> Problem to work on:
From the listing below, copy each line that holds "body".

> Supplied data:
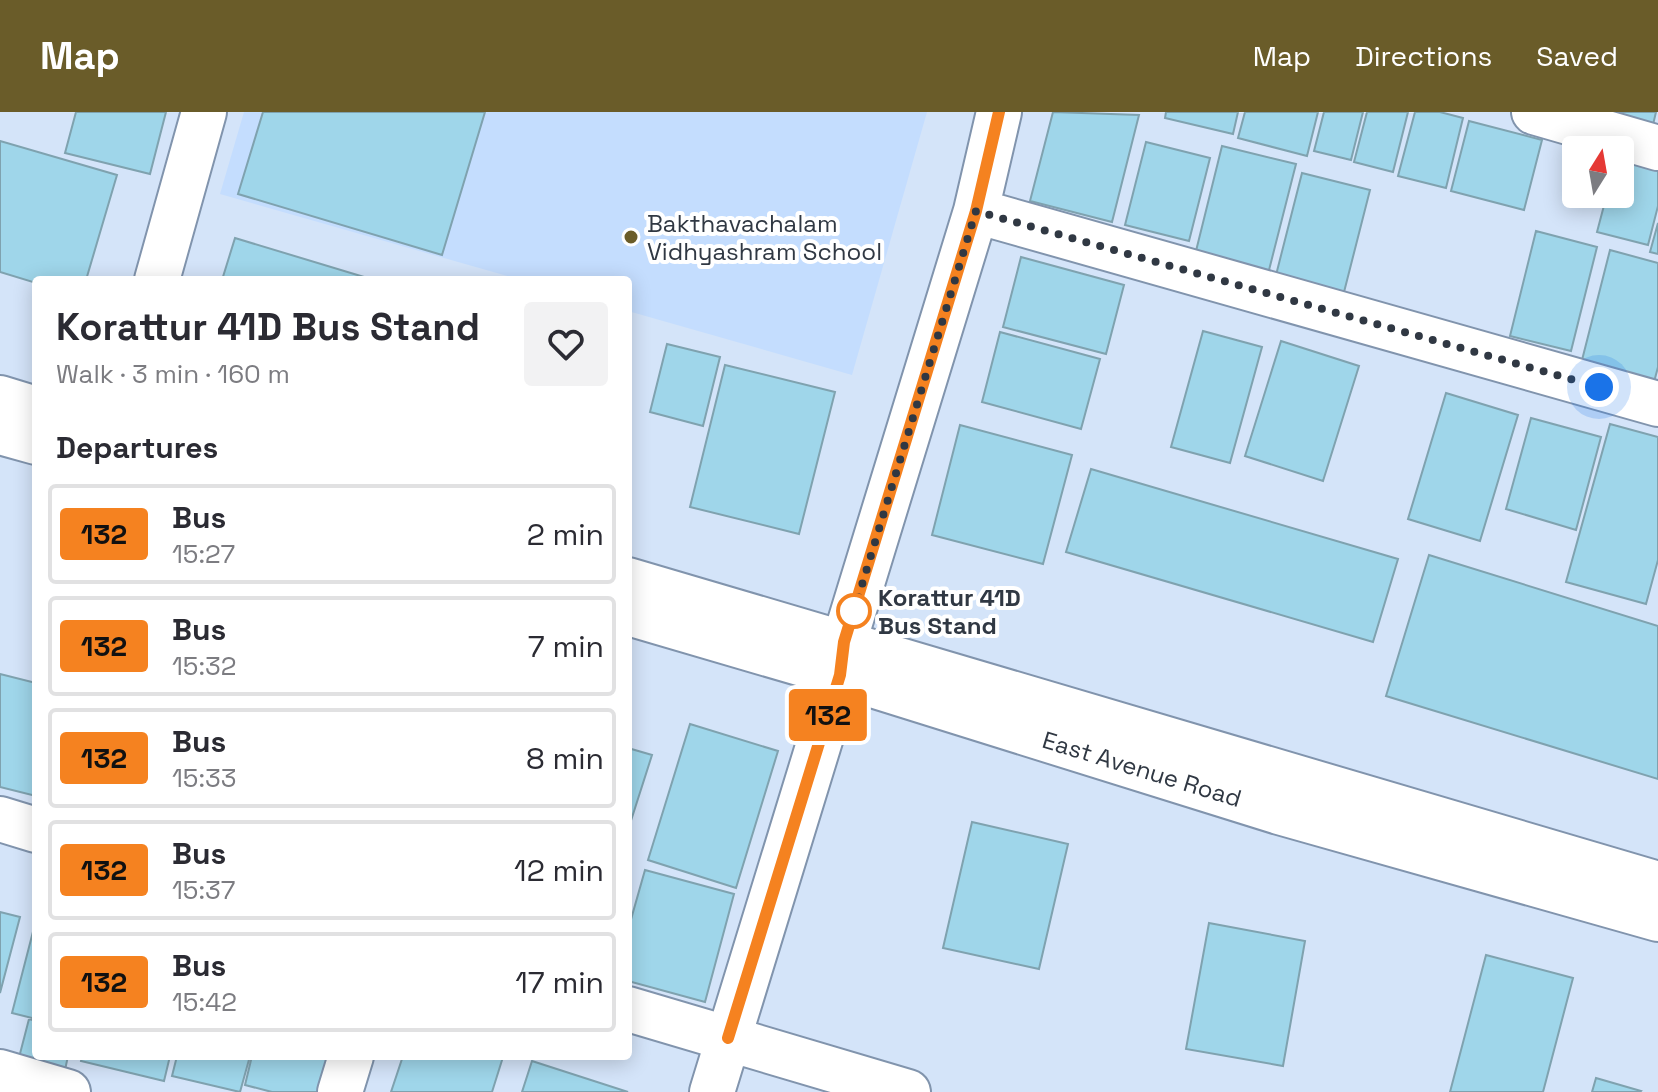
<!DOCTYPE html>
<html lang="en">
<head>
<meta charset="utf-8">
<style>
	:root { --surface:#fff; --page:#f2f2f3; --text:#2b2b33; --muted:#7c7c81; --line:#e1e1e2; --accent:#6a5c29 }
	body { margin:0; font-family:"Space Grotesk",sans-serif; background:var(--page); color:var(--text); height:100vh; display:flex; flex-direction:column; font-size:30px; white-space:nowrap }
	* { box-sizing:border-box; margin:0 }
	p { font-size:26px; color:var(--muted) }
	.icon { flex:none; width:44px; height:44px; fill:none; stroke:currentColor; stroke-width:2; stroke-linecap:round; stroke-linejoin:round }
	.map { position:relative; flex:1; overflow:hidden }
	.sheet { position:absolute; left:32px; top:164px; width:600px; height:784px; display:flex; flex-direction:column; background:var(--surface); border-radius:8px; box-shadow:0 4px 20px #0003 }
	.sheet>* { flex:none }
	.badge { padding:0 16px; border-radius:6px; font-size:28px; line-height:52px }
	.needle { width:52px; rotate:11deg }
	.fabs { position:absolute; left:1562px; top:24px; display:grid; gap:16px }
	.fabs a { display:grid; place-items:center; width:72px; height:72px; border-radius:8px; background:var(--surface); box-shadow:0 4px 20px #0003; font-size:40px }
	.you { position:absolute; width:40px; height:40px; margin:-20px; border:6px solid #fff; border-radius:50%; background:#1a73e8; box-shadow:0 0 0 12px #1a73e833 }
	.map>.badge { position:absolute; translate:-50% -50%; box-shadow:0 0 0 4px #fff }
	h2 { padding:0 24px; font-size:30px; line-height:72px }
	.round { display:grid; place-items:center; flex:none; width:84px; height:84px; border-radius:8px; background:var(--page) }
	.head { display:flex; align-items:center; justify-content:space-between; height:136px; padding:0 24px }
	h1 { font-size:38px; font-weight:600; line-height:60px }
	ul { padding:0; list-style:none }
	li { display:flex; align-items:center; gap:24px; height:100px; margin:0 16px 12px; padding:0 8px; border:4px solid var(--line); border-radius:8px }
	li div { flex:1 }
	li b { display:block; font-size:30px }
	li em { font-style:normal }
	li .badge { min-width:88px; font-weight:700; text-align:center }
	header { display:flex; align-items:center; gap:48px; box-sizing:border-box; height:112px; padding:0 40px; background:var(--accent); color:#fff }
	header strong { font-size:38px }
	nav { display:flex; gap:44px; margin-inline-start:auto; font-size:28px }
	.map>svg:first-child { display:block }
	.built { fill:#c4ddfe }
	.building { fill:#9fd6ea; stroke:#7fa2af; stroke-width:2 }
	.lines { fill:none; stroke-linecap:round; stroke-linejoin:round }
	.street-casing { stroke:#8194ad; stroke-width:48 }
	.secondary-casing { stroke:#8194ad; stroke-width:48 }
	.street { stroke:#fff; stroke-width:44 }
	.secondary { stroke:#fff; stroke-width:44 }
	.line-casing { stroke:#fff; stroke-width:18 }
	.line { stroke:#f58220; stroke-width:12 }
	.walk { stroke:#303843; stroke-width:8; stroke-dasharray:0 14.4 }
	.poi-dot { fill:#6a5c29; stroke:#fff; stroke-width:3 }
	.stop-dot { fill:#fff; stroke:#f58220; stroke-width:4 }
	.labels { text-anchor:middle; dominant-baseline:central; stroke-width:8; stroke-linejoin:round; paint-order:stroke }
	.poi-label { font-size:24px; fill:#303843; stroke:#fff; text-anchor:start }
	.stop-label { font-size:24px; font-weight:bold; fill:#303843; stroke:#fff; text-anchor:start }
	.street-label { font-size:24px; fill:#303843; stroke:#fff }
</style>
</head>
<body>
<header>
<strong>Map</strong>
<nav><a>Map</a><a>Directions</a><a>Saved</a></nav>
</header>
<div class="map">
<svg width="1658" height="980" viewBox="0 0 1658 980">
	<rect width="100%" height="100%" fill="#d4e4f9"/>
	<path class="built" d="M244,0H927L852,263L628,199V168H521L220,82Z"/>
	<path class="building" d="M76,0H166L150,62L65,41Z
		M263,0H485L442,143L238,82Z
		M1053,0L1139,3L1112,110L1030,89Z
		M1166,0H1238L1233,22L1165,6Z
		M1245,0H1318L1307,44L1238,26Z
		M1324,0H1363L1351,48L1314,39Z
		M1367,0H1408L1393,60L1354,50Z
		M1415,0H1440L1463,6L1446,76L1398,64Z
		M1601,0H1656L1652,17Z
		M1469,9L1542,28L1524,98L1451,79Z
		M0,29L117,63L86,168H36V171L0,160Z
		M1146,30L1210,46L1189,129L1125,113Z
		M1222,34L1296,52L1268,162L1195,143Z
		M1620,42L1658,52V94L1648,133L1597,120L1607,82H1620Z
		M1302,61L1370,78L1343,184L1275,167Z
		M1658,111V142L1650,140Z
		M1536,119L1597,135L1571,239L1510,224Z
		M235,126L374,168H222Z
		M1610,138L1658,151V255L1654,270L1581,252Z
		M1021,145L1124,173L1106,242L1003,215Z
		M1203,219L1262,235L1230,351L1171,335Z
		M1000,220L1100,247L1081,317L982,290Z
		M1281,229L1359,254L1323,369L1245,344Z
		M667,232L720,245L703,314L650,300Z
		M725,253L835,280L799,422L690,395Z
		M1446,281L1518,303L1480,429L1408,407Z
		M1531,306L1601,325L1576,418L1506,397Z
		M1610,312L1658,325V448L1646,492L1566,470Z
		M960,313L1072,343L1043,452L932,423Z
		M1091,357L1398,447L1373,530L1066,440Z
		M1429,443L1658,514V667L1386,584Z
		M0,562L36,571V684L0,675Z
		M690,612L778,639L736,776L648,748Z
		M628,636L652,643L628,718Z
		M972,710L1068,732L1039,857L943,836Z
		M645,758L734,782L705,890L628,869V818Z
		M0,800L20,805L0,881Z
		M36,808V907L12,901Z
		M1209,811L1305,829L1283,954L1186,937Z
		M1486,843L1573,866L1543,980H1450Z
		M29,907L36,909V944H68L62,972L15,961Z
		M82,944H170L164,969L81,949Z
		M177,944H250L240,980L172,964Z
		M252,944H329L320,980H272L245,973Z
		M403,944H499L503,945L492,980H391Z
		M532,949L628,980H522Z
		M1596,966L1641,979L1640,980H1592Z"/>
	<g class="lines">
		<g class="street-casing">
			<path id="street" d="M1534,0L1658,36
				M976,99L1658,292
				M157,168L204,0
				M0,707L36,718
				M628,897L908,980
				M0,960L68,980
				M340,980L351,944
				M712,980L840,563L844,530L976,99L999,0"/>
		</g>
		<g class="secondary-casing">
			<path id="secondary" d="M0,286L36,297
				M0,320L36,330
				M628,468L1658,772
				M628,501L840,563L1279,700L1658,807"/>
		</g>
		<use href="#street" class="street"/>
		<use href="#secondary" class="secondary"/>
	</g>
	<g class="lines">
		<g class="line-casing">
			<path id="line" d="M728,926L840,563L844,530L976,99L999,0"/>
		</g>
		<use href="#line" class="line"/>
		<path class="walk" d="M854,499L976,99L1599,275"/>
	</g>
	<circle class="poi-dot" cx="631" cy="125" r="8"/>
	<circle class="stop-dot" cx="854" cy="499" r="16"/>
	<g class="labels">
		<g class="poi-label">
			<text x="647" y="111">Bakthavachalam<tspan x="647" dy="28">Vidhyashram School</tspan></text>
		</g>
		<g class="stop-label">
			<text x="878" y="485">Korattur 41D<tspan x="878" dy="28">Bus Stand</tspan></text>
		</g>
		<g class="street-label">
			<text transform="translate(1142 657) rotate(17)">East Avenue Road</text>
		</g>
	</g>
</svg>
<div class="fabs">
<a><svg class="needle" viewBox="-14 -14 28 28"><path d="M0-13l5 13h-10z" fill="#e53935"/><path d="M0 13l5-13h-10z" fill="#7c7c81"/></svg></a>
</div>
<div class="you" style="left:1599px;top:275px"></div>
<b class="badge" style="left:828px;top:603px;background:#f58220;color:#111">132</b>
<section class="sheet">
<div class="head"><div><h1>Korattur 41D Bus Stand</h1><p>Walk · 3 min · 160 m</p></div><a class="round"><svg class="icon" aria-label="heart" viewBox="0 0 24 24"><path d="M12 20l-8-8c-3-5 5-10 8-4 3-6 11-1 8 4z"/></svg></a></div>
<h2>Departures</h2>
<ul>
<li><span class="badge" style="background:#f58220;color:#111">132</span><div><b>Bus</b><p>15:27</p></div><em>2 min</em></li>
<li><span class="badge" style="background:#f58220;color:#111">132</span><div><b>Bus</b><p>15:32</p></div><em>7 min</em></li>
<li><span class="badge" style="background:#f58220;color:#111">132</span><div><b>Bus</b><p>15:33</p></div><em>8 min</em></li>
<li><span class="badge" style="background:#f58220;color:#111">132</span><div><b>Bus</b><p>15:37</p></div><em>12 min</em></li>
<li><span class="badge" style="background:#f58220;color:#111">132</span><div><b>Bus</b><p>15:42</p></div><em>17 min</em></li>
</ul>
</section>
</div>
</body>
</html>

> Response to this exercise:
	body { margin:0; font-family:"Space Grotesk",sans-serif; background:var(--page); color:var(--text); height:100vh; display:flex; flex-direction:column; font-size:30px; white-space:nowrap }
<body>
</body>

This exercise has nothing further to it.